To assess a person’s cardiovascular response to stress, investigators worked with 629 adults with heart disease who were part of two prospective, observational studies. They assigned each participant a five-minute stress task and measured their blood pressure and blood flow (hemodynamic reactivity), the functioning of cells lining their blood vessels (endothelial function), and the narrowing of blood vessels (vasoconstriction).
To elicit sudden stress, each participant had two minutes to prepare a speech about how they would handle learning about the mistreatment of a loved one in a nursing home. Then, they had three minutes to deliver the speech in front of researchers in lab coats. Researchers compared changes in a person’s heart rate and blood pressure during the stressful task to when their bodies were at rest. They also assessed whether the arteries in a person’s arms and fingertips fully dilated, or opened, at various points of rest and during the stress task.

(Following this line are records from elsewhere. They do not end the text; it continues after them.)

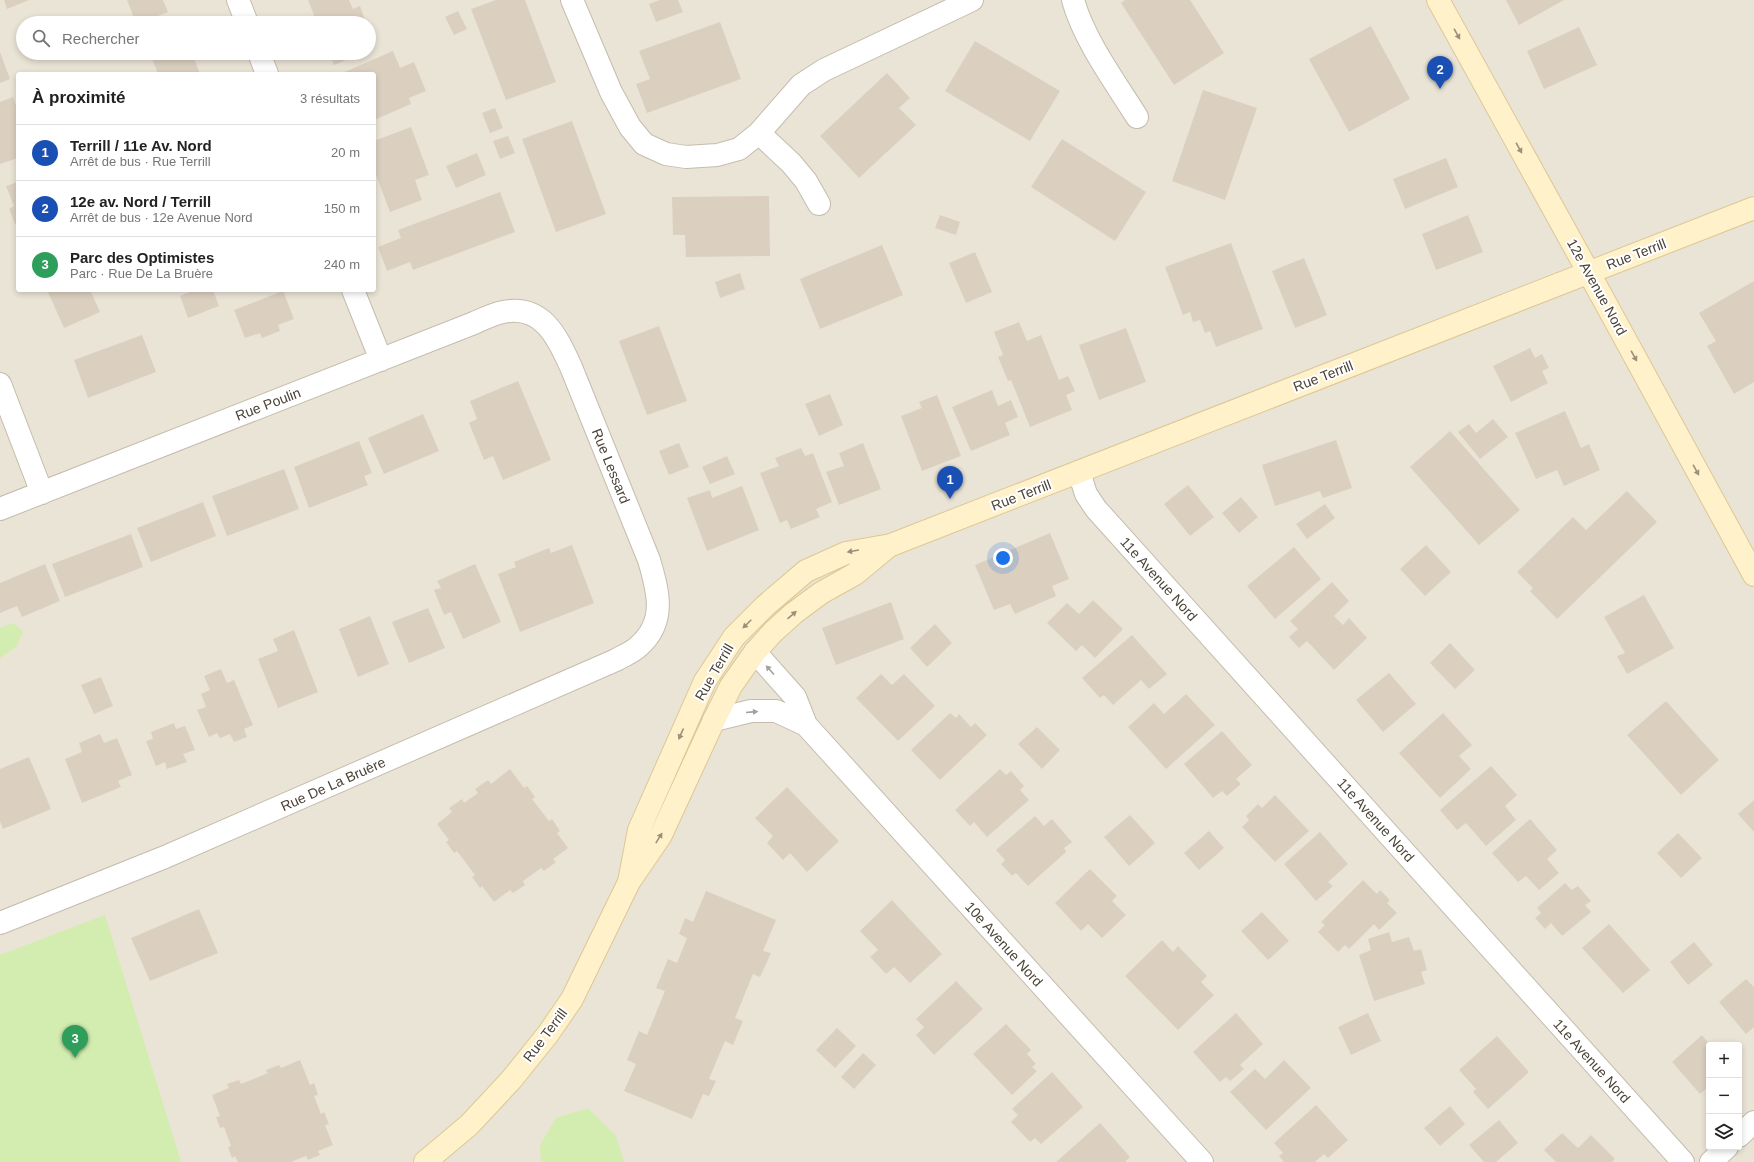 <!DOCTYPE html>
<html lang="fr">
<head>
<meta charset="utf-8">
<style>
	:root { --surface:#fff; --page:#f2f2f2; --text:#222; --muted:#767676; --line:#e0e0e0; --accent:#db2777 }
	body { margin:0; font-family:Arial,sans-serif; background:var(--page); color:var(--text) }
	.controls { position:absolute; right:12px; bottom:12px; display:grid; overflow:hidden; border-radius:4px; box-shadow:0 2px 6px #0003 }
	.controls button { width:36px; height:36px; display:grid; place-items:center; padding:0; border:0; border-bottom:1px solid var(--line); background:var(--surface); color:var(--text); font:20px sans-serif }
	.you { position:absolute; left:1003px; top:558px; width:14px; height:14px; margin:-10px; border:3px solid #fff; border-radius:50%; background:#1a73e8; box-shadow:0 0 0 6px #1a73e833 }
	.badge { display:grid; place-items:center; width:26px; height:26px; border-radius:50%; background:var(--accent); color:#fff; font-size:13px; font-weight:700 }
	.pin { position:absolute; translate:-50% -33px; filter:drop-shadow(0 1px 2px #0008) }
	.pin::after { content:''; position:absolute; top:21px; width:14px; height:12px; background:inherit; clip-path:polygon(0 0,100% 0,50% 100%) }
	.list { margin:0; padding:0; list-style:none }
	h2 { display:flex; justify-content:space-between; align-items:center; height:52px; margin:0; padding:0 16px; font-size:17px }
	h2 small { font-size:13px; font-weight:400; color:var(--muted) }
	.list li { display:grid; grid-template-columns:26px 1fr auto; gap:12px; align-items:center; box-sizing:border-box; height:56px; padding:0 16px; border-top:1px solid var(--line) }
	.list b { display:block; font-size:15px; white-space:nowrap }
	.list p { margin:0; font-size:13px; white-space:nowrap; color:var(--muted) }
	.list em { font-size:13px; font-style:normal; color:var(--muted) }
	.icon { flex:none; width:22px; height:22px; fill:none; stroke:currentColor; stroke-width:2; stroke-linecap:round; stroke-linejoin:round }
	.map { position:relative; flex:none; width:1754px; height:1162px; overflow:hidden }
	.search { position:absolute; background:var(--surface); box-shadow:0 2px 6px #0003; left:16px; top:16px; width:360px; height:44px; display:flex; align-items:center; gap:10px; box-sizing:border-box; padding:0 14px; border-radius:22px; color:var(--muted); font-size:15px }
	.panel { position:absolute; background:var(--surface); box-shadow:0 2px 6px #0003; left:16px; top:72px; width:360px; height:220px; border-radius:4px }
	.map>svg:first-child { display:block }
	.residential { fill:#eae4d6; fill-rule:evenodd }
	.green { fill:#d2edaf }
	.building { fill:#dbd0c0 }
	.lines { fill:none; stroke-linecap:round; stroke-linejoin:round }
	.street-casing { stroke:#c5bcad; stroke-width:24 }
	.secondary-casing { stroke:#dcc897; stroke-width:24 }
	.street { stroke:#fff; stroke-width:22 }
	.secondary { stroke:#fff1c9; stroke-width:22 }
	.oneway { fill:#9b9178 }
	.oneway2 { fill:#a4a09a }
	.labels { text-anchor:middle; stroke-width:4; stroke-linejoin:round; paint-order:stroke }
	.street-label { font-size:14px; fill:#4a4236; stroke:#fff }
</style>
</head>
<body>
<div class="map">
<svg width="1754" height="1162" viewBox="0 0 1754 1162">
	<rect width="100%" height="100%" fill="#f6f2e9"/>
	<path class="residential" d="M0,0H1754V1162H0ZM23,23H369V53H23ZM18,74H374V290H18ZM1709,1045H1739V1147H1709Z"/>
	<path class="green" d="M14,623L23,632L16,647L0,658V628Z
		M105,915L181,1162H0V955Z
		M588,1108L616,1136L624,1162H541L540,1145L556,1118Z"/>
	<path class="building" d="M4,0H29L7,9Z
		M127,0H163L168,12L140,23H136Z
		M308,0H349L353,9L360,6L366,23H317Z
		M496,0H525L556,82L506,100L471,9Z
		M660,0H678L683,12L656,22L649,4Z
		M1125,0H1190L1224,53L1174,85L1121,3Z
		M1506,0H1564L1519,25Z
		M458,11L467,29L454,35L445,17Z
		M720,22L741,79L647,113L636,84L650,79L639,51Z
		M1371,26L1410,99L1349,132L1309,59Z
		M1579,27L1597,65L1544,89L1527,51Z
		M975,41L1060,91L1030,141L945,91Z
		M393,51L400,68L414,62L426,91L409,98L411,104L374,120V74H340Z
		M0,52L10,79L0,83Z
		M150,53H192L200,74H158Z
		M329,53H363L334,65Z
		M887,73L910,98L899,108L916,125L859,178L820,136Z
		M1203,90L1257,108L1225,200L1172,181Z
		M13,97L18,111V158L0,164V102Z
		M495,108L503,128L490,133L482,113Z
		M572,121L606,214L556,232L522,139Z
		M411,127L429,175L415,180L422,200L390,212L374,170V141Z
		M508,136L515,153L500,159L493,141Z
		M1062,139L1146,192L1115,241L1031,187Z
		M477,153L486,175L456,188L446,166Z
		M1446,158L1458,187L1405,209L1393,179Z
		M18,182V223L15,224L9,209L14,206L6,186Z
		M500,192L515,232L413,270L410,262L387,271L378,247L401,238L398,230Z
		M769,196L770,256L686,257L685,235H673L672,197Z
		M940,215L960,222L956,235L935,228Z
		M1468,215L1483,252L1436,270L1422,234Z
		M1231,243L1263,329L1216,347L1210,331L1205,333L1200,320L1193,322L1190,312L1183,315L1165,267Z
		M882,245L903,295L820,329L800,279Z
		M975,252L992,292L966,303L949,263Z
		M1304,258L1327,315L1295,328L1272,271Z
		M740,273L745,289L720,298L715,282Z
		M1754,281V382L1734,394L1707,346L1716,341L1699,313Z
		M47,290H90L100,312L64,328Z
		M195,290H213L219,306L188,318L180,296Z
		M283,291L294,319L278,325L280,331L262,338L260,333L245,338L234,310Z
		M1019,322L1027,341L1041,335L1059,380L1068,376L1075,391L1066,395L1072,410L1030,427L1011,380L1008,381L998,357L1003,355L994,332Z
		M659,326L687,401L647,415L619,341Z
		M1126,328L1146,382L1099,400L1079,345Z
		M142,335L156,372L88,398L74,360Z
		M1530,348L1535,358L1542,354L1549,368L1542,371L1548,383L1511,402L1493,366Z
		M518,381L551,460L503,480L493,456L484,460L469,423L477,419L470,401Z
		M992,390L998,406L1011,400L1018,417L1005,423L1010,435L971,451L952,407Z
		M830,394L843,425L819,436L805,404Z
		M937,395L961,456L922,471L901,416L922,408L919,402Z
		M1565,411L1581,448L1589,444L1600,470L1564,486L1557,470L1536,479L1515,433Z
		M423,414L439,451L384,474L368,438Z
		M1493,419L1508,437L1480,459L1458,432L1469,424L1476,433Z
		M1450,431L1520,510L1479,545L1410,467Z
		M1336,440L1352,488L1323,498L1320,491L1275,506L1262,465Z
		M359,441L372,473L364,476L368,485L309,508L294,467Z
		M679,443L689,467L669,475L659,451Z
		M863,443L881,489L839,505L826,472L844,466L839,453Z
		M801,448L805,456L813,453L832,502L816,509L820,517L791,529L787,520L780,523L760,473L779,466L775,458Z
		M727,456L735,474L710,484L702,467Z
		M284,469L299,509L227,536L212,496Z
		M1188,485L1214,517L1190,536L1164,504Z
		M742,486L759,530L707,551L687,498L710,490L712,498Z
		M1627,491L1657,522L1557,619L1530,591L1533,588L1517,572L1573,517L1586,530Z
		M1241,497L1258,517L1239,533L1222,513Z
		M203,502L216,536L151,562L137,528Z
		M1325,504L1335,518L1307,539L1296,524Z
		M1050,533L1069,579L1052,586L1056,596L1015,614L1010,604L994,610L975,565Z
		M131,534L143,567L65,597L52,564Z
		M572,545L594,603L520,632L498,574L516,567L514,562L549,548L551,553Z
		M1426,545L1451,572L1425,596L1400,569Z
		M1294,547L1321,579L1275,619L1247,586Z
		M45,564L60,601L22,617L17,606L0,613V583Z
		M475,564L501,622L463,639L451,612L444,615L434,590L441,588L437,581Z
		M1332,582L1349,601L1334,616L1343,625L1349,618L1367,638L1334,670L1307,641L1299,648L1289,637L1298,629L1290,621Z
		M1644,595L1674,648L1627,674L1617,656L1625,653L1604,617Z
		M1093,600L1123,629L1095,658L1082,645L1076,651L1047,623L1067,603L1079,614Z
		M891,602L904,639L836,665L822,628Z
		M428,608L445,648L409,663L392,622Z
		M370,616L389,664L358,677L339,629Z
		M935,624L952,643L927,667L910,648Z
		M294,630L318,692L278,708L258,659L278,651L273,639Z
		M1132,635L1167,674L1149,689L1141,680L1113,705L1104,695L1100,698L1082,678Z
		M1450,643L1475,670L1455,689L1430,663Z
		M221,669L227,683L234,680L253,725L244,729L247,737L234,742L230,734L220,738L217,733L209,737L197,710L206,707L201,694L210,690L204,676Z
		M1389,673L1416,704L1383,732L1356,700Z
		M881,674L892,685L904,674L935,706L898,741L856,698Z
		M101,677L113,706L94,714L81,685Z
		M1186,694L1215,725L1166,769L1128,727L1154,703L1164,714Z
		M1666,701L1719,760L1681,795L1627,735Z
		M950,713L956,718L959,714L971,727L975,723L987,735L940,780L911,750Z
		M1443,713L1472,745L1459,756L1471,769L1440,798L1399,753Z
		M174,723L176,729L185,726L195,750L183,754L187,762L167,769L165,762L156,766L146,741L153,739L151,732Z
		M1037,727L1060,750L1042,769L1018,744Z
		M1222,731L1252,765L1236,779L1241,784L1227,796L1222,791L1213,798L1184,764Z
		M100,734L104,743L117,738L132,775L118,781L121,787L82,803L65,759L82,752L79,743Z
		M29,757L51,809L3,829L0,821V769Z
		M1491,766L1517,795L1505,806L1516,820L1486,846L1466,823L1457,830L1440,810Z
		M510,769L524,788L527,786L535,797L532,799L549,821L552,819L560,831L557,833L568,848L553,859L556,862L544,871L541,868L523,881L525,885L513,893L510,890L494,902L482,886L480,888L472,877L475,875L457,851L454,853L446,842L449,840L437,824L452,812L449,808L462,799L464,803L478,793L475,789L488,780L491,784Z
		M1000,769L1006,775L1011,771L1024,786L1020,790L1029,800L987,837L974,822L970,826L955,810Z
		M787,787L839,841L807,872L790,853L783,860L767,843L773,836L755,818Z
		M1275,795L1309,831L1275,862L1242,827L1249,820L1246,816L1258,804L1262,808Z
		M1754,800V832L1738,814Z
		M1130,815L1155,843L1129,866L1104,837Z
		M1035,816L1044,826L1052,819L1072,842L1064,848L1066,852L1028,886L1016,873L1012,876L1001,864L1005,860L996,850Z
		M1530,819L1557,850L1547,859L1559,873L1539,890L1526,876L1518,882L1492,853Z
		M1209,831L1224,848L1199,870L1184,853Z
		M1320,832L1348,864L1328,882L1333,886L1316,901L1284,864Z
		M1678,833L1702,858L1681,878L1657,853Z
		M1090,869L1117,896L1112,901L1126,915L1102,938L1088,924L1081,931L1055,903Z
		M1363,880L1377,894L1380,890L1390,900L1387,903L1397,913L1379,930L1374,924L1349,949L1345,945L1338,952L1318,932L1325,925L1321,922Z
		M1565,883L1572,890L1578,886L1591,901L1585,905L1591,912L1562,936L1551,923L1545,929L1535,918L1541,913L1537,908Z
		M706,891L776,920L763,951L771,953L760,977L753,974L735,1018L743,1021L733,1045L725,1041L709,1079L716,1081L709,1096L703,1094L692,1119L624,1091L636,1064L627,1060L639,1031L647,1035L665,991L656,988L668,959L677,963L687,938L679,934L685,918L693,922Z
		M892,900L942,954L910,983L894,967L886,974L870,957L878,950L860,931Z
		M199,909L218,953L150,981L131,938Z
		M1262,912L1289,941L1268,960L1241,931Z
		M1609,924L1650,970L1623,993L1582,948Z
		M1389,932L1392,942L1409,937L1414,951L1421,949L1427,970L1421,972L1425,984L1374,1001L1359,955L1371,950L1368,939Z
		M1162,940L1173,952L1178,946L1207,976L1201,982L1214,995L1178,1030L1125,976Z
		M1694,942L1713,965L1688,985L1670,962Z
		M1746,979L1754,987V1027L1746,1034L1719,1002Z
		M956,981L983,1009L934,1055L916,1035L924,1027L916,1019Z
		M1236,1013L1263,1044L1240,1065L1244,1069L1230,1081L1226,1077L1220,1082L1193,1052Z
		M1368,1013L1381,1041L1351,1055L1338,1027Z
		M1006,1024L1031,1050L1027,1054L1036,1064L1032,1067L1037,1071L1012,1095L973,1054Z
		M837,1028L856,1046L835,1068L816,1050Z
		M1702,1035L1710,1045H1709V1086L1700,1094L1672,1062Z
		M1497,1036L1529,1072L1488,1109L1473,1092L1476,1089L1459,1070Z
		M863,1053L876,1065L854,1089L841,1077Z
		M300,1060L310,1085L314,1083L318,1095L314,1096L321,1114L324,1112L329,1124L325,1125L333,1145L318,1151L320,1155L308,1160L306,1156L291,1162H238L235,1156L232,1158L228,1147L231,1146L224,1127L220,1128L216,1117L220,1116L212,1095L229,1088L227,1084L239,1080L241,1084L268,1073L266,1070L279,1065L281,1068Z
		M1284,1060L1311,1088L1266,1130L1230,1092L1255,1069L1265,1079Z
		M1052,1072L1083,1107L1041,1144L1035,1138L1030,1142L1011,1122L1018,1115L1012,1109Z
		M1316,1105L1348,1140L1328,1158L1324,1154L1315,1162H1284L1279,1156L1283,1153L1274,1143Z
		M1450,1106L1465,1124L1440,1146L1424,1128Z
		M1499,1120L1518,1143L1496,1162H1484L1469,1145Z
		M1100,1123L1130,1157L1125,1162H1056Z
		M1562,1133L1578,1148L1591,1135L1615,1159L1612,1162H1556L1544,1150Z"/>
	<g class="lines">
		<defs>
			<path id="street" d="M238,0L247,23
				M572,0L611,92L630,127L644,144L666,154L686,157L717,155L739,149L759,133L801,85L824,70L972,0
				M1073,0C1084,40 1115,82 1137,117
				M259,53L267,74
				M759,133L791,163L806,181L819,204
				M353,290L381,360
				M0,384L42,493
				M1079,472L1086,494L1096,509L1683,1162
				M0,509L474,323C483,319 493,314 503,312C543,304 557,337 571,367L649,560C658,591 667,621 639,646C633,652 623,656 616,660L165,857L0,923
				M755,652L795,697L806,725
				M714,720L751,711H776L806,725L1202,1162
				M1739,1136L1754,1122
				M1711,1162L1727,1147"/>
			<path id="secondary" d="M1438,0L1606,304L1754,575
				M629,882L639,830L705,681L734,637L765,606L806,571L846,553L891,545L1754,208
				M425,1162L469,1125L511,1080L548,1034L572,999L629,882L661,835L714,720L731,686L755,652L773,632L794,613L821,593L855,574L890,545"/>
		</defs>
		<use href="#street" class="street-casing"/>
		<use href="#secondary" class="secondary-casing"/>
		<use href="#street" class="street"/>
		<use href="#secondary" class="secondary"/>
	</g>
	<defs><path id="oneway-solid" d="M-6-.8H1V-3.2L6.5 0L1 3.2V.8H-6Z"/></defs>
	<g class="oneway">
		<use href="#oneway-solid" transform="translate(1457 34) rotate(61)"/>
		<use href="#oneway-solid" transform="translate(1519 148) rotate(61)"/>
		<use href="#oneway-solid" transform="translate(1634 356) rotate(61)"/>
		<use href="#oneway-solid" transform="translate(1696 470) rotate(61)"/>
		<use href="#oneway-solid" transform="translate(853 551) rotate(170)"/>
		<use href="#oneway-solid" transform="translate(792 615) rotate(-41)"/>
		<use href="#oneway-solid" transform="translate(747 624) rotate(135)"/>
		<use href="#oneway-solid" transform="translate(681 734) rotate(114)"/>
		<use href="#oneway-solid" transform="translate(659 838) rotate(-58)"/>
	</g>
	<g class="oneway2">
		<use href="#oneway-solid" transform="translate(770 670) rotate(-132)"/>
		<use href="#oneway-solid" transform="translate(752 712) rotate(-5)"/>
	</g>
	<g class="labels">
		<g class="street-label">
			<text transform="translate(1636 254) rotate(-21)" y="5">Rue Terrill</text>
			<text transform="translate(1597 287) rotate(61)" y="5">12e Avenue Nord</text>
			<text transform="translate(1323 376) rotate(-21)" y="5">Rue Terrill</text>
			<text transform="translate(268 404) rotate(-21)" y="5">Rue Poulin</text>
			<text transform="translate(611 466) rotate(68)" y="5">Rue Lessard</text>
			<text transform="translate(1021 495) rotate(-21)" y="5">Rue Terrill</text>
			<text transform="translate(1159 579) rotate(48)" y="5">11e Avenue Nord</text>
			<text transform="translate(714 672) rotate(-60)" y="5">Rue Terrill</text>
			<text transform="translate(333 784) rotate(-24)" y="5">Rue De La Bruère</text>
			<text transform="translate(1376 820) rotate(48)" y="5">11e Avenue Nord</text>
			<text transform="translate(1004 944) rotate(48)" y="5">10e Avenue Nord</text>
			<text transform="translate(545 1035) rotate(-53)" y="5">Rue Terrill</text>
			<text transform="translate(1592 1061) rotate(48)" y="5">11e Avenue Nord</text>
		</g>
	</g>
</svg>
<div class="controls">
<button>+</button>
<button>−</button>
<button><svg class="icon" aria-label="layers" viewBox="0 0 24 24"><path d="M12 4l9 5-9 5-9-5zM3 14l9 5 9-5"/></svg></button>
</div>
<div class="you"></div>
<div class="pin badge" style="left:950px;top:499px;background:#1a4fb4">1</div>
<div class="pin badge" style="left:1440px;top:89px;background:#1a4fb4">2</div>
<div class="pin badge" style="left:75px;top:1058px;background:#2e9e5b">3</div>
<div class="search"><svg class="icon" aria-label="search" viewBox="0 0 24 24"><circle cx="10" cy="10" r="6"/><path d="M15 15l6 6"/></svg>Rechercher</div>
<section class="panel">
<h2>À proximité<small>3 résultats</small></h2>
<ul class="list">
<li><span class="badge" style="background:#1a4fb4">1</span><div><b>Terrill / 11e Av. Nord</b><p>Arrêt de bus · Rue Terrill</p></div><em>20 m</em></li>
<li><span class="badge" style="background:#1a4fb4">2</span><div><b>12e av. Nord / Terrill</b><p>Arrêt de bus · 12e Avenue Nord</p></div><em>150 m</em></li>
<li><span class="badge" style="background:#2e9e5b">3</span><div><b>Parc des Optimistes</b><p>Parc · Rue De La Bruère</p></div><em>240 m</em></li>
</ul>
</section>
</div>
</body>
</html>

People who had the most typical reactive responses — meaning their blood pressure and heart rate increased in response to stress, while their small arteries constricted less and they released more nitric oxide, a substance that preserves arterial health, shortly after stress — scored lowest for each test. The three measures, all of which independently predicted future events, were combined into a single cardiovascular reactivity risk score.
The risk scores ranged from 0-9. People with scores of 0-3 had normal reactions to stress. People in the study had average scores of about 4.5, which meant they had intermediate responses that were linked with a 50% greater chance of experiencing future heart problems compared to the lowest scores. Adults with the highest scores of 6-9 were about 100% more likely to experience future cardiovascular events.
Overall, about one in every four to five adults — who were followed for up to six years — experienced a future cardiovascular event. This could include having a heart attack, severe heart failure that required hospital care, or dying from a heart-related emergency.
If a person had a blunted response to stress, it could mean many things. For example, a less adaptive response to stress may mean that a person’s body wasn’t receiving signals from their brain and other organs and systems in real time, or that they couldn’t quickly react. It could also mean that their bodies took longer to calm down from stress.
While this is the first time that a risk score for cardiovascular reactivity was created, it is limited to a research setting. Researchers will continue to study if and how these types of findings could be used to improve standard risk predictions for heart disease and help people with less adaptive responses to stress take steps to protect their hearts.
The study was funded by NIH’s National Heart, Lung, and Blood Institute (NHLBI), the National Institute of Mental Health, and the National Center for Advancing Translational Sciences.
Study: Moazzami K, Sullivan S, Wang M, et al. Cardiovascular reactivity to mental stress and adverse cardiovascular outcomes in patients with coronary artery disease. J Am Heart Assoc. 2025; doi: 10.1161/JAHA.124.034683.